>>>>

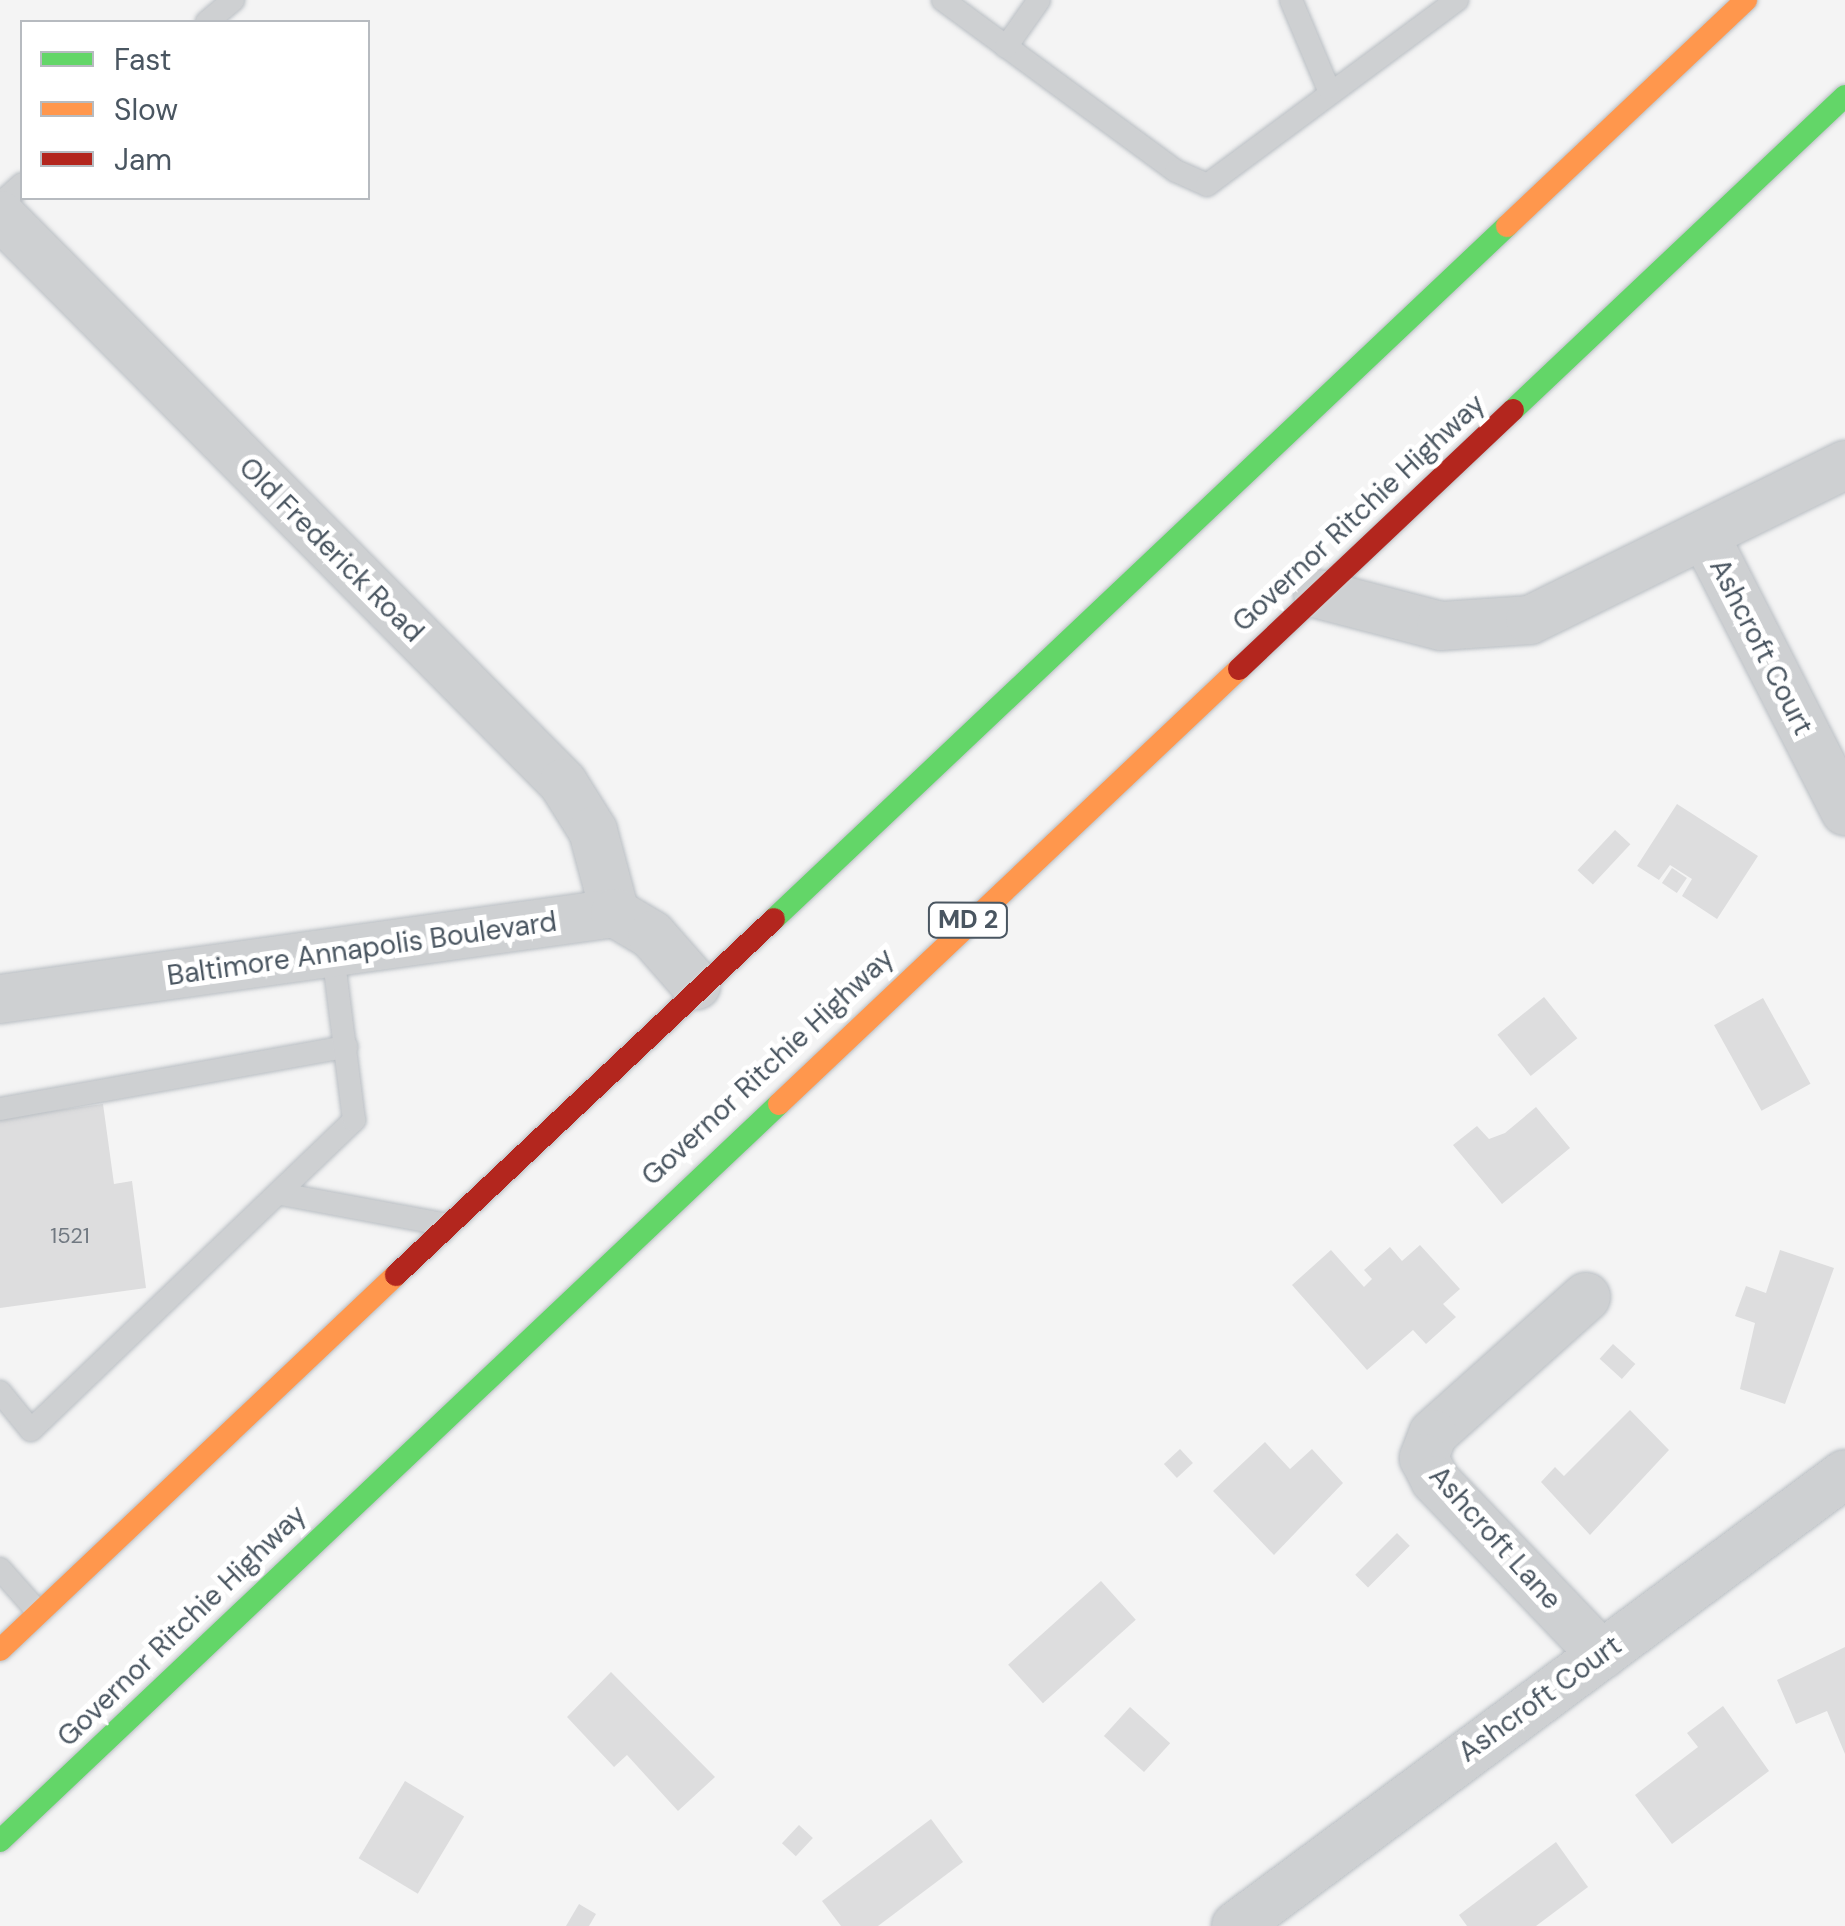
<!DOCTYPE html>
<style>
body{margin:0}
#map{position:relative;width:1845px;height:1926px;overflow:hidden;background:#f4f4f4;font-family:"DM Sans",sans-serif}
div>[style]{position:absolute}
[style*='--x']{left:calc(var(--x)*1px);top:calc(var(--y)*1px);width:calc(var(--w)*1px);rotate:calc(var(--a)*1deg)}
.building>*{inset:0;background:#ddddde;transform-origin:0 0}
.roads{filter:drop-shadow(0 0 2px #b9bec3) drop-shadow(0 0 2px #b9bec3)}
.lane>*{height:22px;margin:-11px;padding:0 11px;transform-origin:11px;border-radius:11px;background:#ced0d2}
.street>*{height:48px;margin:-24px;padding:0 24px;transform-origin:24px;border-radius:24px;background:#ced0d2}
.fast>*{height:22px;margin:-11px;padding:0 11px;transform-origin:11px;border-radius:11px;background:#63d668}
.slow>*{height:22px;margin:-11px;padding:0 11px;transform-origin:11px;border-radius:11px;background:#ff974d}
.jam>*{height:22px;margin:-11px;padding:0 11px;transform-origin:11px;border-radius:11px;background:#b3261e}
span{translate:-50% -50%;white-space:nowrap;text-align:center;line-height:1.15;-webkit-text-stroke:10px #fff;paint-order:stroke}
.number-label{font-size:22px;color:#707881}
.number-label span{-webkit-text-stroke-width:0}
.shield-label span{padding:2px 8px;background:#fff;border:2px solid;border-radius:8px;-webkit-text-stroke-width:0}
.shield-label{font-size:25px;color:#4a5661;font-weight:700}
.street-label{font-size:28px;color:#4a5661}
.legend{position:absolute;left:20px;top:20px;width:350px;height:180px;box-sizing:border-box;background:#fff;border:2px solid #b7bbc0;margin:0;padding:12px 18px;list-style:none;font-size:30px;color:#4a5661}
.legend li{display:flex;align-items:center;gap:20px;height:50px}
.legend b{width:50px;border:2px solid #b7bbc0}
</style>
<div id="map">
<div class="building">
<div style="clip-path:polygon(1677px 804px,1758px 856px,1717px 919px,1682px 896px,1692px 879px,1670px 865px,1659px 880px,1637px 866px)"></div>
<div style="left:1615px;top:830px;width:21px;height:55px;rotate:43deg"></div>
<div style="left:1672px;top:868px;width:18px;height:18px;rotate:34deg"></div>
<div style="left:1544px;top:997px;width:53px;height:60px;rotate:51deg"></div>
<div style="left:1763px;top:998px;width:98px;height:56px;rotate:61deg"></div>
<div style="clip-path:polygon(103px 1104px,114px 1184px,132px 1181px,146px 1288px,0 1308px,0 1118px)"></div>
<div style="clip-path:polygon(1536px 1107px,1570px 1148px,1502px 1204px,1453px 1145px,1477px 1126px,1489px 1139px,1505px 1133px)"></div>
<div style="clip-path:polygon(1420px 1245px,1460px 1289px,1443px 1304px,1456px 1317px,1426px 1344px,1413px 1330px,1367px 1370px,1292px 1285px,1331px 1250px,1364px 1287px,1372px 1279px,1364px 1270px,1390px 1247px,1402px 1261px)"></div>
<div style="clip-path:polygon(1780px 1250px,1834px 1268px,1785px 1404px,1740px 1389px,1755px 1323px,1735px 1316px,1746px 1286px,1766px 1293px)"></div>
<div style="left:1613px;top:1344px;width:30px;height:20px;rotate:42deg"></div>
<div style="clip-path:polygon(1630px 1410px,1669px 1450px,1590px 1535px,1541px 1482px,1555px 1467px,1564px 1476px)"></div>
<div style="clip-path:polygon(1265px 1442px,1290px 1469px,1312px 1449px,1343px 1483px,1274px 1555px,1213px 1491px)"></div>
<div style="left:1180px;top:1449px;width:19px;height:22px;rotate:47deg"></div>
<div style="left:1397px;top:1533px;width:18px;height:59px;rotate:45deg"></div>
<div style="left:1101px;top:1581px;width:52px;height:125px;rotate:48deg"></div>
<div style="clip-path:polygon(1845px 1647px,1845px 1754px,1827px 1711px,1796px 1724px,1777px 1680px)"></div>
<div style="clip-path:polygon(611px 1672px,715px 1777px,678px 1811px,627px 1755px,614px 1767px,567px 1717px)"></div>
<div style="clip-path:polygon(1723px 1706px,1769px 1771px,1672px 1844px,1635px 1795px,1698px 1747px,1687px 1733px)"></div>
<div style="left:1130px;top:1707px;width:54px;height:39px;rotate:42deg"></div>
<div style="left:405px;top:1781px;width:69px;height:90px;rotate:31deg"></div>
<div style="clip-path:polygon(931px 1819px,963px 1862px,878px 1926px,841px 1926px,822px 1901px)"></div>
<div style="left:799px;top:1825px;width:19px;height:25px;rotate:43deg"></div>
<div style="clip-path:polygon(1556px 1842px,1588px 1887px,1536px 1926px,1467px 1926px,1459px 1915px)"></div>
<div style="clip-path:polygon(579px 1904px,596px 1914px,589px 1926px,566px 1926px)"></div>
</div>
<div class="roads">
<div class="lane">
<div style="--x:943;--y:0;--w:289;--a:36.3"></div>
<div style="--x:1176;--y:171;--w:34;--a:24"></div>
<div style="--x:1207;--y:185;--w:311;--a:-36.5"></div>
<div style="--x:1291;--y:0;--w:95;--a:67.2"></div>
<div style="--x:207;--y:22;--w:34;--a:-40"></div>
<div style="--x:1006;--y:47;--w:57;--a:-54.9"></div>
<div style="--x:0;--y:204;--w:30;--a:-42"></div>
<div style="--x:0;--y:1109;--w:352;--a:-10.2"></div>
<div style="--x:281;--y:1194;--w:165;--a:10.5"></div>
<div style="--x:0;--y:1392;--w:49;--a:50.8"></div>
<div style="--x:31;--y:1430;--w:448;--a:-43.8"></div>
<div style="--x:354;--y:1120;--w:168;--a:-97.2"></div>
<div style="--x:0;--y:1569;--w:59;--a:48.4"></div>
</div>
<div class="street">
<div style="--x:0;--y:215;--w:800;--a:45.25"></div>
<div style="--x:563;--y:783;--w:57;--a:58"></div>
<div style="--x:593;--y:831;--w:85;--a:75"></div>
<div style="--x:1705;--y:536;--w:309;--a:63"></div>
<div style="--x:1318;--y:594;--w:127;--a:14.6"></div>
<div style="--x:1441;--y:626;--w:89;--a:-3.9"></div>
<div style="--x:1530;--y:620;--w:351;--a:-26.2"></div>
<div style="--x:0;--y:999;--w:621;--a:-7.96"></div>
<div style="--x:615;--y:913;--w:43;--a:30.7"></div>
<div style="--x:652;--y:935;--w:67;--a:48.7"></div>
<div style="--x:1586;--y:1297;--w:205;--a:138.2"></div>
<div style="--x:1433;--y:1434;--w:26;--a:111"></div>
<div style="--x:1424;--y:1458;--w:25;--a:63"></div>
<div style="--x:1435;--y:1480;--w:242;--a:46.3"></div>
<div style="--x:1236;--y:1926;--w:758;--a:-36.58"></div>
</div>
<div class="fast">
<div style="--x:1513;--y:410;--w:457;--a:-43.4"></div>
<div style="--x:774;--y:919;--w:1009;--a:-43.39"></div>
<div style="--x:0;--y:1841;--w:1072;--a:-43.41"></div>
</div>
<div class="slow">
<div style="--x:1507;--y:226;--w:329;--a:-43.4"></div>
<div style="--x:779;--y:1104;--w:633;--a:-43.4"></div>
<div style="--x:0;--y:1650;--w:545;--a:-43.44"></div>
</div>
<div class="jam">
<div style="--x:1239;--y:669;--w:377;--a:-43.4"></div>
<div style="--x:396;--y:1275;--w:519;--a:-43.28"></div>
</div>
</div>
<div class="number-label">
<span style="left:70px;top:1236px">1521</span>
</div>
<div class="shield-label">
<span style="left:968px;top:920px">MD 2</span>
</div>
<div class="street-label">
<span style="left:1359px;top:513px;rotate:-43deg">Governor Ritchie Highway</span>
<span style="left:331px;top:550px;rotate:45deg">Old Frederick Road</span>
<span style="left:1761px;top:647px;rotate:63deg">Ashcroft Court</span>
<span style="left:362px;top:949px;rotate:-8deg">Baltimore Annapolis Boulevard</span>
<span style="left:768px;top:1067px;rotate:-43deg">Governor Ritchie Highway</span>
<span style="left:1495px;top:1538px;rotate:48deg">Ashcroft Lane</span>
<span style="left:182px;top:1626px;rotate:-44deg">Governor Ritchie Highway</span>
<span style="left:1540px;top:1699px;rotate:-36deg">Ashcroft Court</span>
</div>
<ul class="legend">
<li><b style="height:12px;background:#63d668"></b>Fast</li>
<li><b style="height:12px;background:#ff974d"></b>Slow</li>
<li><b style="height:12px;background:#b3261e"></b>Jam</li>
</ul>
</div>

<<<<

**Task instructions:** What you give back should be exactly the lines from the top of the data above down to and including the line with "2px #b9bec3) drop-shadow(0", minus any pictures.

**Written answer:**
<!DOCTYPE html>
<style>
body{margin:0}
#map{position:relative;width:1845px;height:1926px;overflow:hidden;background:#f4f4f4;font-family:"DM Sans",sans-serif}
div>[style]{position:absolute}
[style*='--x']{left:calc(var(--x)*1px);top:calc(var(--y)*1px);width:calc(var(--w)*1px);rotate:calc(var(--a)*1deg)}
.building>*{inset:0;background:#ddddde;transform-origin:0 0}
.roads{filter:drop-shadow(0 0 2px #b9bec3) drop-shadow(0 0 2px #b9bec3)}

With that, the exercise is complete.